Additionally, the law provides for specific enforcement procedures if the association fails to comply with certain of its provisions.  An owner can sue for a court order compelling the association to comply, for $500 or the owner’s actual damages, whichever is greater, other available remedies, and costs and attorney fees.

HB 101 Homeowners Association Amendments

This revision to the statute requiring all HOAs to register as an HOA with the state of Utah merely restates what it said before in a little different way. There is no change in the law’s requirements or implications.

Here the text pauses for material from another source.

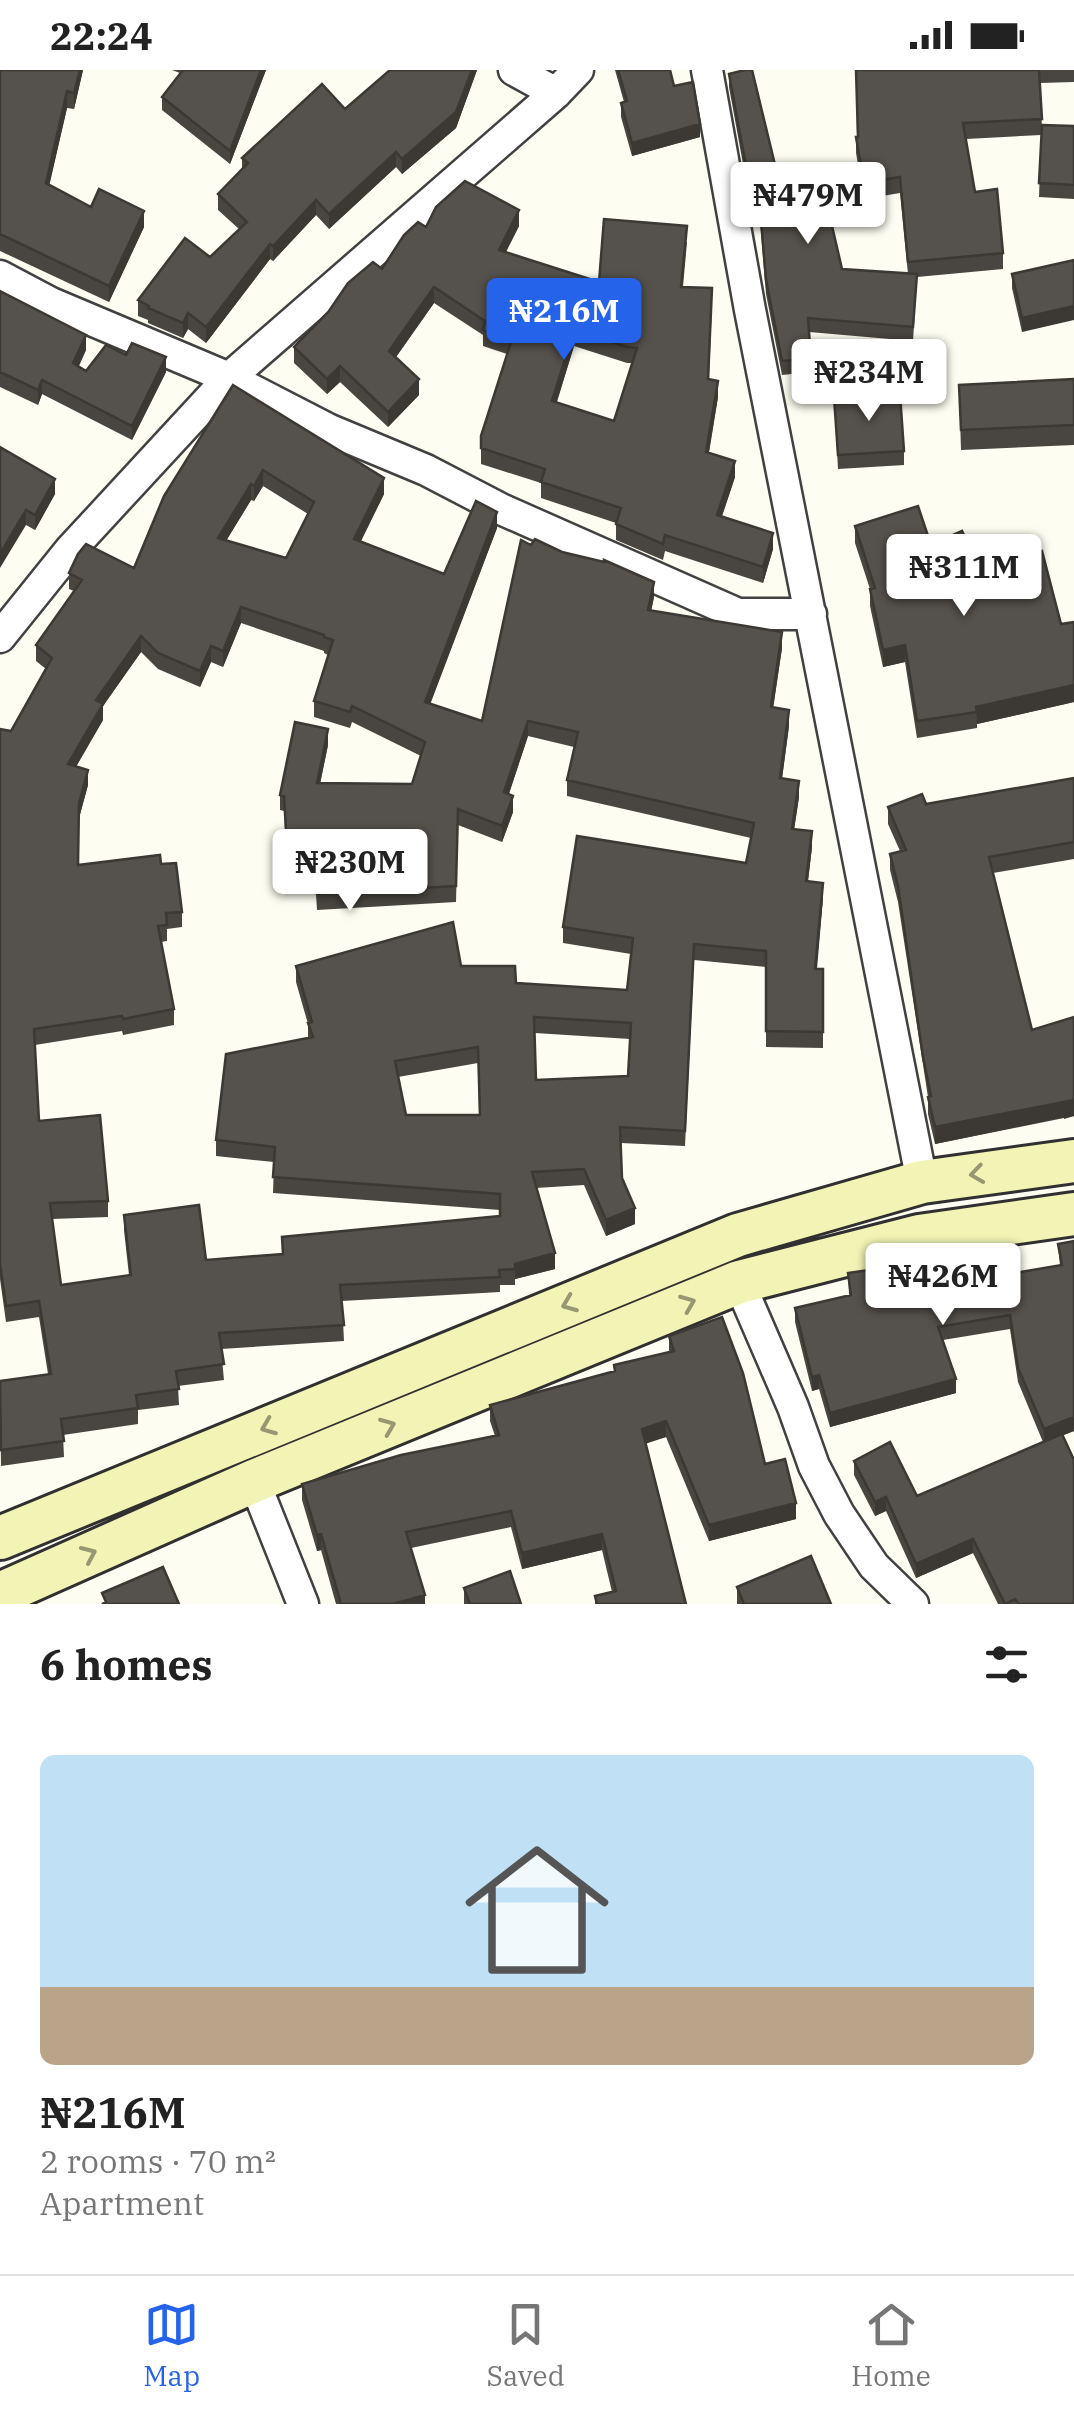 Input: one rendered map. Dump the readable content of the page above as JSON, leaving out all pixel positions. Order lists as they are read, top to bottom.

SB 90 Condominium and Community Association Amendments

  • With this new law, an association cannot charge a fee for review and approval of plans for construction or improvement of a unit or lot that exceeds the actual cost of reviewing and approving the plans.
  • The law clarifies what happens when there’s a loss to a unit that initially doesn’t look like it will exceed the association’s deductible but then the loss ends up costing more than the amount of the deductible.  The law says that if the board determines that a covered loss is likely not to exceed the deductible, and until it becomes apparent the loss exceeds the deductible and a claim is submitted to the association’s insurer, the unit owner’s policy is the primary policy for coverage.  So, the unit owner’s policy is primary, but only until it becomes clear that the damage will cost more to repair than the deductible.
  • For commercial condominium projects ( projects with no residential units), the insurance requirements of Utah Code 57-8-43 no longer apply for insurance policies issued or renewed after July 1, 2013.  For mixed-use projects (projects with both commercial and residential units), a commercial unit, including any fixture, improvement or betterment therein and including appurtenant limited common area, does not have to be insured by the association, unless the CC&Rs require it.
  • The Community Association Act is now applicable to any association with at least one residential lot (not just associations made up entirely of residential lots).  So, it will generally apply to mixed-use (commercial/residential) projects (except the insurance provisions were amended to not be applicable to commercial lots, the same as with condominium projects).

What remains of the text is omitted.